Mason was quiet as Nikolai approached President Dorrington, retrieving a document from his coat. He then placed it on the desk.

“An executive order cancelling all student debt,” he said, producing a fountain pen from his tactical vest. “If it’s not too much trouble. The sooner you sign, the sooner we leave.”

The president looked up at the millennial, hazy eyes conveying a sense of forgetfulness. He blinked rapidly, glanced around at his surroundings, and then grew alarmed. He wheezed violently as he reached for a bottle of pills on the desk and feebly placed two in his mouth.

“If you don’t mind,” Nikolai said, placing the fountain pen in the president’s bony fingers.

Liam mumbled. “He’s delaying.”

“No, he can barely move,” Jeff said. “You remember the last State of the Union address he gave? They had to do an intermission to change his diaper, and the speech was only ten minutes long.”

“I just want him to sign the damn thing and get it over with,” Kate said.

His hand trembling, the president eased over the desk and stared blankly at the pre-written executive order. Glancing at Nikolai as if to ask what it said, he shrugged and began to scribble his name. Groans emanated from the strike team as time passed with barely a letter finished.

Then the president’s heart monitor began beeping.

“What’s going on?” Mason asked.

Nikolai inspected it; his face went white. “He’s having some sort of heart failure!”

“Someone do something!”

“I’m not a doctor!”

“What the hell is going on?” Freddie asked.

“Just get him to finish his signature!” Kate screamed.
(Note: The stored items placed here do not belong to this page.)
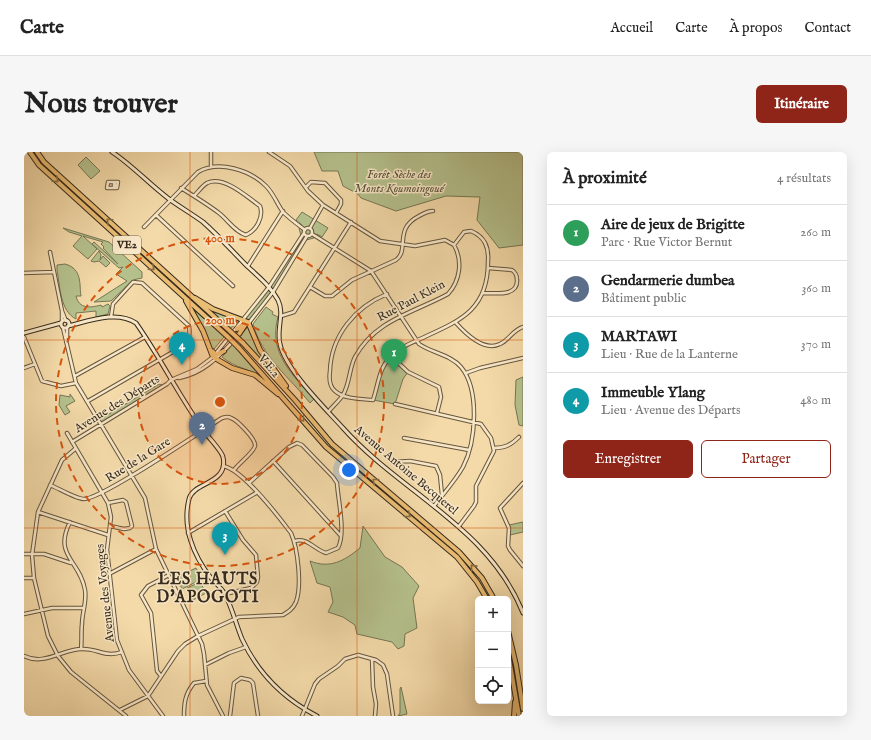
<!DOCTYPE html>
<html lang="fr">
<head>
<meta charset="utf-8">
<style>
	body { margin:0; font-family:"IM FELL English",serif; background:#f6f6f6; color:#222 }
	.controls { position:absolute; right:12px; bottom:12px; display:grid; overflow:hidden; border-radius:6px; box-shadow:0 4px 16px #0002 }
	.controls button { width:36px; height:36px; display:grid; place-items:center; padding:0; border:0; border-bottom:1px solid #e0e0e0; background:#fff; color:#222; font:20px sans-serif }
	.you { position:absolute; left:325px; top:318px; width:14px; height:14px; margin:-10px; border:3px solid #fff; border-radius:50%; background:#1a73e8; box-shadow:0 0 0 6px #1a73e833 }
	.badge { display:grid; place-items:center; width:26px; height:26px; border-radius:50%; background:#8f2418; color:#fff; font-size:13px; font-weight:700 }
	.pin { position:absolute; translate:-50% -33px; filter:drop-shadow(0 1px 2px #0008) }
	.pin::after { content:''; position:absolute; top:21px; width:14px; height:12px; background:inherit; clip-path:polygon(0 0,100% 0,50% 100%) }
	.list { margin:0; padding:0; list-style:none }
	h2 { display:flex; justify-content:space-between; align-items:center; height:52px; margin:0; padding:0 16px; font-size:17px }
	h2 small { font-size:13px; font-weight:400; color:#767676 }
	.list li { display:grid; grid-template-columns:26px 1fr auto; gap:12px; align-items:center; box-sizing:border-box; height:56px; padding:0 16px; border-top:1px solid #e0e0e0 }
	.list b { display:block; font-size:15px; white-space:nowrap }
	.list p { margin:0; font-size:13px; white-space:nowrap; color:#767676 }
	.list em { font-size:13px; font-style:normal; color:#767676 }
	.actions { display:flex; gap:8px; padding:12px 16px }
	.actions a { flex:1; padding:9px 0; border:1px solid #8f2418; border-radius:6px; text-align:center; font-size:14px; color:#8f2418 }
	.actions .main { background:#8f2418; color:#fff }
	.icon { flex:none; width:22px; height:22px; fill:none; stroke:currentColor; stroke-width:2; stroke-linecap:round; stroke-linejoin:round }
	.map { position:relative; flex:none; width:499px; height:564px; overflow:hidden; border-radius:6px }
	header { display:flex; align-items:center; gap:24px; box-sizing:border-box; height:56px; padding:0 20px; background:#fff; border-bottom:1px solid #e0e0e0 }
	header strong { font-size:19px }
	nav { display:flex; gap:22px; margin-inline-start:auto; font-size:14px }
	.intro { display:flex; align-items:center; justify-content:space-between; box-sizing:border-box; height:96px; padding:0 24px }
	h1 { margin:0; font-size:28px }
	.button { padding:10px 18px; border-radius:6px; background:#8f2418; color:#fff; font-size:14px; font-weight:700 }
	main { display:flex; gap:24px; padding:0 24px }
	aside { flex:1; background:#fff; border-radius:6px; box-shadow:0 4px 16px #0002 }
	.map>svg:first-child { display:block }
	.green { fill:#b5c18d; stroke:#757654 }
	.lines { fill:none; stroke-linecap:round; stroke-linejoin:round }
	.street-casing { stroke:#65563f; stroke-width:4.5 }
	.secondary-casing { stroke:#352a1c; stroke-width:5 }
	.highway-casing { stroke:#352a1c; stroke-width:6 }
	.street { stroke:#f8e7c7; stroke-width:2.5 }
	.secondary { stroke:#f8e7c7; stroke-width:3 }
	.highway { stroke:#eabd74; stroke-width:4 }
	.highway-bridge-casing { stroke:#352a1c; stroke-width:6; stroke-linecap:butt }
	.highway-bridge { stroke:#eabd74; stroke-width:4 }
	.oneway { stroke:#866c44 }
	.grid { fill:none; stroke:#d6540e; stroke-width:1; stroke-opacity:0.55 }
	.ring { fill:none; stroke:#d6540e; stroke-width:2; stroke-dasharray:7 5 }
	.labels { text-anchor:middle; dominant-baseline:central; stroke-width:3; stroke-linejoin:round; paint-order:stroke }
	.shield { fill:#f8e7c7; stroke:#70634f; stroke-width:1 }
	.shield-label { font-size:11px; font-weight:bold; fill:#352a1c }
	.park-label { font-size:12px; font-style:italic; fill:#555038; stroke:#f8e7c7 }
	.street-label { font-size:12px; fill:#352a1c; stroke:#f8e7c7 }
	.district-label { font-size:16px; font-weight:bold; letter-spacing:1px; fill:#352a1c; stroke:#f8e7c7 }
	.centre { fill:#d6540e; stroke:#f8e7c7; stroke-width:2 }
	.ring-label { font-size:12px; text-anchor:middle; font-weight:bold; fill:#d6540e; stroke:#f8e7c7; stroke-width:3; stroke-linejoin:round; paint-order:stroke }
</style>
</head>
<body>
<header>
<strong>Carte</strong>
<nav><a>Accueil</a><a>Carte</a><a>À propos</a><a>Contact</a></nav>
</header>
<div class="intro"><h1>Nous trouver</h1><a class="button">Itinéraire</a></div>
<main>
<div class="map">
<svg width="499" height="564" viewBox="0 0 499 564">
	<rect width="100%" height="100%" fill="#f4daa9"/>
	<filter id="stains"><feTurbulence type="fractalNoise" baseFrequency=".005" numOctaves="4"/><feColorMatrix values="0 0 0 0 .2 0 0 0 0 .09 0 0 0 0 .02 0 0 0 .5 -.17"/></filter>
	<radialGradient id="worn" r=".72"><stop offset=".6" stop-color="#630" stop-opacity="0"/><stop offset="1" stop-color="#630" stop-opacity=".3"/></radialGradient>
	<!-- green -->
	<path class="green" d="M290,0H499V93L475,96L453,68L456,45L422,44L372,59L337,46L334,42L319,34L314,19H298Z
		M62,5L76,19L67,27L54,13Z
		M278,60L304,76L298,85L293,82L290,86L282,88L249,140L224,171L220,168L245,135L277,84L275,76L278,73L272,68Z
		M39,76L85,90L118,120V126L109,128L87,149L70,150L103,129L92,122L99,115L95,116L68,92L70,90L94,112L79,96L80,95L77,92L79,90L59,84L73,97L64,107L49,94L58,84L45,80Z
		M75,99L77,103L76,108L79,104L86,111L82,115L75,109L70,110L67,109Z
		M41,112C59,117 55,133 57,144H52C55,157 66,156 77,153L78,155L84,152L86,154L84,162L72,165V159L52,161V167C36,159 36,134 33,118V113Z
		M183,155L215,169L206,177Z
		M242,155L249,160L248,162L254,165C244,201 268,222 290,247L286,251C265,225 238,205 229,172Z
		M169,157L200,185L190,197H188Z
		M224,175L235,198L250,220L215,185Z
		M209,192L241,227C227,217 211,216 198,205Z
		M367,204L384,220L379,227L371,252L349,248L355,222Z
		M499,225V274L495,273L491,253L492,228Z
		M135,232L141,234L78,272L75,268Z
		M46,242L51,249L42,254L46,260L41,263L35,253L36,243L46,245Z
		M499,370V380L486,383L485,373Z
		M339,374L361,405L378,415L395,434L389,446L393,476L381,482L380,494L374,497L368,490L333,482L331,473L319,465L304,460L309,450L306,435L293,431L286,409C306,417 320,409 336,396Z
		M172,416L178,427L158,437L153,425Z
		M176,430L182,441L169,448L163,436Z
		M377,535L383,562L374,564L376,561V537Z"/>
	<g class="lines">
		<defs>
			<path id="street" d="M187,0V15
				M245,0L266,14L284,39L299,53L356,89L391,94L421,88L430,93C439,109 436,129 424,142C389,161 351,168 331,205C325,217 326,231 319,243C315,249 309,254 305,259
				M84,30H94L93,36H83Z
				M90,32H91V34H90Z
				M282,35L287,30L301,31L317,48V52L312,61
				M157,36C170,44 183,52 195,61C204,68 211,80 222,83C232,79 240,65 236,54C223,45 200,23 183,31C178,34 174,40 170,44
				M132,63L209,134
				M120,75L174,20C195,8 226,18 242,34C250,42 253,52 259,60C266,67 273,72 281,78
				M280 80a4 4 0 1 1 8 0a4 4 0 1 1-8 0Z
				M286,76L299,53
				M288,82L347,119L395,192C408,201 427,203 437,215C456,238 452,290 439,315C431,329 420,341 410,354
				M26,100L38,159V170
				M224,114L259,59
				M0,121L30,120
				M286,135L301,144H308L328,128L372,108C386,98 369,77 395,64C400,61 404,59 409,59
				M459,141C471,141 494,145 493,128C493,123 491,120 488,118L464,116
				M363,142C331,155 307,184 306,219C305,226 305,234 311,239C320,247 337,247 349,248C355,231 354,216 369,202C377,195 387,191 396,187C435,169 464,159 464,110C465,95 461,85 447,79L440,80L430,93
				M38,159L42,169
				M257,164L270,160L327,70
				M432,171C441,181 460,200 476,192C485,188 489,178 499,175
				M224,172L249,140L283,84
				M39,176L52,231L121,346L132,397L178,492L180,502L183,533L199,564
				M0,185L18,229L37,234L52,231
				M43,185V176
				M367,204L384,220L415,235L417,245L413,261
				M0,216L11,212
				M442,221L456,216L499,206
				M51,224L121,185
				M155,226C181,221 196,203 213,185
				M64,249L154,197C164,190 167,186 165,174L118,131L109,130L89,152L87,165
				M371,252L457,272L467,286L470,299L452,334V350L450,354L435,374
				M43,281L84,351L87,365L83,398L93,488L105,518L139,564
				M380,286L445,298
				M48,290L143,232L147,228L173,217L189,205L245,135L280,81
				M470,296C481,296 487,293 495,285
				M51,297L38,308L14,360L8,403L10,426L24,484L34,504L47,520L102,564
				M249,309L317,384
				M369,310L386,309L412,314L416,323L418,343
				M225,331L265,295L273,291L278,293L309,325L313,331C314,348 322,381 314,396L302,401C291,398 283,385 271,389
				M499,331L476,356L485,376L484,394L486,398L499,414
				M26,333C34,336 52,347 60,347C78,347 176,280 198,266C201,265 204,264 207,266C213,268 232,287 231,294C229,301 215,311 210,318
				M84,351L99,348L102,350L108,374L106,376L100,377L86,374
				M14,360L84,383
				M46,370C29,404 56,408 61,438C63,449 58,461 58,472C57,480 58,488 57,497
				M164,381L232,341
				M0,402H20L47,411
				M85,422L132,397
				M0,426H10
				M201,442L227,436L233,430L234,425L232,403L219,388L201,359
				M0,462L28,456H60
				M0,504C21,514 38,497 58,497C73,496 81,506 98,500
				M348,507L349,535L352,552L351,564
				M181,513L205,501L222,495
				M137,524L133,519L127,461L117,443L124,434L143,424
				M96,558L124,544L154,499L161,492L174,484L215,465L259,463C264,460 269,457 272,450C278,434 274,397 267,381C255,365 218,317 199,314
				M160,564C160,551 161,542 170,531L182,529
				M206,564L210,531L217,526L226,528L229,531L234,564
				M278,564L291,532L295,527L314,514L321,507L334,503L352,508L359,513L363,522L369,564"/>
			<path id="secondary" d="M88,0C108,13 125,32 145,47C156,55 168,62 179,70C195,84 209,100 224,115C235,125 247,135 254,148C261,162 252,177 256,192C261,217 301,256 319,276C377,341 465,375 499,461
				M37 172a4 4 0 1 1 8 0a4 4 0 1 1-8 0Z
				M44,174C65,169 93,158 112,171C136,205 155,244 180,279C184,285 198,299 199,305C205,332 169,330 165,347C158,375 169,403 187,426C192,431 197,436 201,442C208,456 212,472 218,487C234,521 260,547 293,564
				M0,181L37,171"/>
			<path id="highway" d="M6,0L15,13L203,184
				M13,0L20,10L207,180
				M171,146L189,157L224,170L236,198L262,234
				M162,149L179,179L189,205L208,216L231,223L254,242
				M213,177L222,171
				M215,182L221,173L220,168
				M219,191L271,248L308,292L435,400L458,426L470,447
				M215,196L302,295L433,405L453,430L463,447
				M188,199L192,203L200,199
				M484,479L492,513L499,557
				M484,501L495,564
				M490,564L491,550"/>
		</defs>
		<!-- street casing -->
		<use href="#street" class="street-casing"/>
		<!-- secondary casing -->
		<use href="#secondary" class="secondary-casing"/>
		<!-- highway casing -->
		<use href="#highway" class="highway-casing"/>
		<!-- street -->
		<use href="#street" class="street"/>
		<!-- secondary -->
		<use href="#secondary" class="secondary"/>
		<!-- highway -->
		<use href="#highway" class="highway"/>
		<defs>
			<path id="highway-bridge" d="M207,180L219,191
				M203,184L215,196"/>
		</defs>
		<!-- highway-bridge casing -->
		<use href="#highway-bridge" class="highway-bridge-casing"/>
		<!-- highway-bridge -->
		<use href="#highway-bridge" class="highway-bridge"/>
	</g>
	<!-- one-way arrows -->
	<defs><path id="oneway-chevron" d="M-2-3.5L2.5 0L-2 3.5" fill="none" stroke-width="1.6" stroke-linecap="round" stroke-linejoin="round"/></defs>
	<g class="oneway">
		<use href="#oneway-chevron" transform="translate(32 28) rotate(42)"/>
		<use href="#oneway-chevron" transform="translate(85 69) rotate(-137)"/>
		<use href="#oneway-chevron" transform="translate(128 116) rotate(42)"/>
		<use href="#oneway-chevron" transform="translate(278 267) rotate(51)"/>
		<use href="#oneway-chevron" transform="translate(351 329) rotate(-141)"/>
		<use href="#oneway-chevron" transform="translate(384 363) rotate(39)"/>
		<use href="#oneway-chevron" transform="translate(449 415) rotate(-132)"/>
	</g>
	<!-- grid -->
	<path class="grid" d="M166,0V564M333,0V564M0,188H499M0,376H499"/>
	<!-- distance rings -->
	<circle cx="196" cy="250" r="82" fill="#d6540e" fill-opacity=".12"/>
	<g class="ring">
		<circle cx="196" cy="250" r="82"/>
		<circle cx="196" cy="250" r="164"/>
	</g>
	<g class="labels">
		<!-- shield labels -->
		<rect class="shield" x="89" y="84" width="28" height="18" rx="3"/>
		<g class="shield-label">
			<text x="103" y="93">VE2</text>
		</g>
		<!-- park labels -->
		<g class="park-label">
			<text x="375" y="22">Forêt Sèche des<tspan x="375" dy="14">Monts Koumoingoué</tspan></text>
		</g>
		<!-- street labels -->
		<g class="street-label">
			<text transform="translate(387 149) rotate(-28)">Rue Paul Klein</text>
			<text transform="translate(245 214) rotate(49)">V.E.2</text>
			<text transform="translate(93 252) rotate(-32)">Avenue des Départs</text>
			<text transform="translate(114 308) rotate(-32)">Rue de la Gare</text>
			<text transform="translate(382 318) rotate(40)">Avenue Antoine Becquerel</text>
			<text transform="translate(81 441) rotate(-96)">Avenue des Voyages</text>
		</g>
		<!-- district labels -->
		<g class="district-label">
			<text x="184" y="428">LES HAUTS<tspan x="184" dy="18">D'APOGOTI</tspan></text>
		</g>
	</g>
	<circle cx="196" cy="250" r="6" class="centre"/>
	<g class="ring-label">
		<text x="196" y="90">400 m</text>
		<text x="196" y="172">200 m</text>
	</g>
	<rect width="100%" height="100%" filter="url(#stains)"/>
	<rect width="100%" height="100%" fill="url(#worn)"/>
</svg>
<div class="controls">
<button>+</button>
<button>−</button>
<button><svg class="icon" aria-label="locate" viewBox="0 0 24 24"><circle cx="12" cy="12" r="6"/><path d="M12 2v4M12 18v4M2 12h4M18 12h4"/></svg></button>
</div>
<div class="you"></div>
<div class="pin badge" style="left:370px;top:220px;background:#2e9e5b">1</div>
<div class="pin badge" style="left:178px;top:293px;background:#5c6f8a">2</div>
<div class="pin badge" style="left:201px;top:403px;background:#0f9aa8">3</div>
<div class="pin badge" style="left:158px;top:213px;background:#0f9aa8">4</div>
</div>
<aside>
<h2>À proximité<small>4 résultats</small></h2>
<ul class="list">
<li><span class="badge" style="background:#2e9e5b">1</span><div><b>Aire de jeux de Brigitte</b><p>Parc · Rue Victor Bernut</p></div><em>260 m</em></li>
<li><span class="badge" style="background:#5c6f8a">2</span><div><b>Gendarmerie dumbea</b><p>Bâtiment public</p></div><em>360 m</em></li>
<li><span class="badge" style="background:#0f9aa8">3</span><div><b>MARTAWI</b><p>Lieu · Rue de la Lanterne</p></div><em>370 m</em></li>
<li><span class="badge" style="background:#0f9aa8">4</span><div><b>Immeuble Ylang</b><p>Lieu · Avenue des Départs</p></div><em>480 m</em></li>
</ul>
<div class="actions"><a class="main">Enregistrer</a><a>Partager</a></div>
</aside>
</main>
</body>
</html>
“Why is everybody shouting?” Jeff said.

Seizing his chest, the president’s eyes rolled back as he fell over in his chair. Several Force 10 members rushed to his side while Nikolai stared at the document for a while.

“Well?” Mason said.

“He signed it,” Nikolai replied softly. He scanned it and sent a copy to Liam.

“Got it,” Liam said. “Jeff, you know what to do with it.”

“It’s away. Everyone will get it within minutes.”

Nikolai tucked the folded executive order in his vest as the rest of the team gathered around him.

“So it’s over?” he sked Mason.

Mason took off his VR mask, finishing his slice of pizza “Yes. It’s over.”

For a while, his HQ was silent. Eventually, Kate went to the fridge to grab a bottle of champagne to open, but when she came back, she put it on the table near the pizza and sat down. Everyone noticed Freddie standing by the window gazing out into the city. When he faced them, he broke down crying. It seemed to have a contagious effect on them, as, one by one, they too began sobbing.

Mason held his tears back, but there was an unmistakable glisten in his eyes. He and Freddie exchanged looks that made it clear despite the age difference, they knew the other’s pain.

Wiping his face, Freddie laughed. “If it all would have so much easier if we had known earlier just how easy it would be.”